Required action —
Your answer must be the lines of the entries below, exactly as written, from the first line through the line containing "Input: one rendered".

Stored data:
************

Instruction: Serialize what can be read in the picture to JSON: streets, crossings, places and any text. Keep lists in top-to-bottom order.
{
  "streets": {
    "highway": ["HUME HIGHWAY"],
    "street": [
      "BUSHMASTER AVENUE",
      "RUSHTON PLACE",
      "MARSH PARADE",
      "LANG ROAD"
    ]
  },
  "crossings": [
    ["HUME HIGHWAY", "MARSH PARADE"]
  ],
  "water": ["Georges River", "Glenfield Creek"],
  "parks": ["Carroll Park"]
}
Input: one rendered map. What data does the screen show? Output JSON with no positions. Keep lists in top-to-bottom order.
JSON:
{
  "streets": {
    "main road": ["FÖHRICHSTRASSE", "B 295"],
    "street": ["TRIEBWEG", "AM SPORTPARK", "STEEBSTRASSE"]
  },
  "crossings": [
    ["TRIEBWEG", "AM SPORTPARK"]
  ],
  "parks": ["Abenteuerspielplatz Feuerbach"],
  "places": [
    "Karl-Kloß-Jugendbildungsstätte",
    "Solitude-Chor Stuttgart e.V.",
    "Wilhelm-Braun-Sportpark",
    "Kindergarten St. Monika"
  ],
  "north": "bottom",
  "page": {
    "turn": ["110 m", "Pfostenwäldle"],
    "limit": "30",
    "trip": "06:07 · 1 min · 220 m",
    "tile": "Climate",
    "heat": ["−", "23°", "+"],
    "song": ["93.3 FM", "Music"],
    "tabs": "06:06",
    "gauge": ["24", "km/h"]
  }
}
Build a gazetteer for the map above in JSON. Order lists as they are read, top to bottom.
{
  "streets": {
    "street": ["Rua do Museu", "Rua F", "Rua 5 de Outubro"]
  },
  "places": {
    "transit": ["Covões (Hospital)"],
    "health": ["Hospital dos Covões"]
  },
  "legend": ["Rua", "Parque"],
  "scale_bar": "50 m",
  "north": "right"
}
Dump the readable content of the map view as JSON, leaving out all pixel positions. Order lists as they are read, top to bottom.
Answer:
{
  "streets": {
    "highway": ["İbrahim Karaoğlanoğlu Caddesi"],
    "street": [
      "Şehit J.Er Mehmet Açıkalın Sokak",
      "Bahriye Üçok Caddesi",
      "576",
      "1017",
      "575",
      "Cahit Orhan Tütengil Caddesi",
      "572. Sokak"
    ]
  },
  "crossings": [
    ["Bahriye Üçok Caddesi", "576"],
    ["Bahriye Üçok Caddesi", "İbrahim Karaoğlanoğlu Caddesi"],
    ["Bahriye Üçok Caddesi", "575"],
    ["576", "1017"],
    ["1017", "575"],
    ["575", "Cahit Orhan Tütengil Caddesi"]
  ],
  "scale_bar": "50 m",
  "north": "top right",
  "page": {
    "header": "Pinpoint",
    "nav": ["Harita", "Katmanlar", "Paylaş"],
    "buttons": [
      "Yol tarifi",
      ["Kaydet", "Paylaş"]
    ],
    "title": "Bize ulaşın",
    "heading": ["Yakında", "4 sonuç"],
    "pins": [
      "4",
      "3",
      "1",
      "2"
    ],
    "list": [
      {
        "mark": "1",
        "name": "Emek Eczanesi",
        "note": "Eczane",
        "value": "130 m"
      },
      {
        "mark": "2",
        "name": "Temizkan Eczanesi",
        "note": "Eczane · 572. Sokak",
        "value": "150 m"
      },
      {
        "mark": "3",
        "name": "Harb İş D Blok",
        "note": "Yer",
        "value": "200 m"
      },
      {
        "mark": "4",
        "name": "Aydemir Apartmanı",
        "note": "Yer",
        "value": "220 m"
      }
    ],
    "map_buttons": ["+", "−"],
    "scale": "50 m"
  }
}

************

Task response —
Instruction: Serialize what can be read in the picture to JSON: streets, crossings, places and any text. Keep lists in top-to-bottom order.
{
  "streets": {
    "highway": ["HUME HIGHWAY"],
    "street": [
      "BUSHMASTER AVENUE",
      "RUSHTON PLACE",
      "MARSH PARADE",
      "LANG ROAD"
    ]
  },
  "crossings": [
    ["HUME HIGHWAY", "MARSH PARADE"]
  ],
  "water": ["Georges River", "Glenfield Creek"],
  "parks": ["Carroll Park"]
}
Input: one rendered map. What data does the screen show? Output JSON with no positions. Keep lists in top-to-bottom order.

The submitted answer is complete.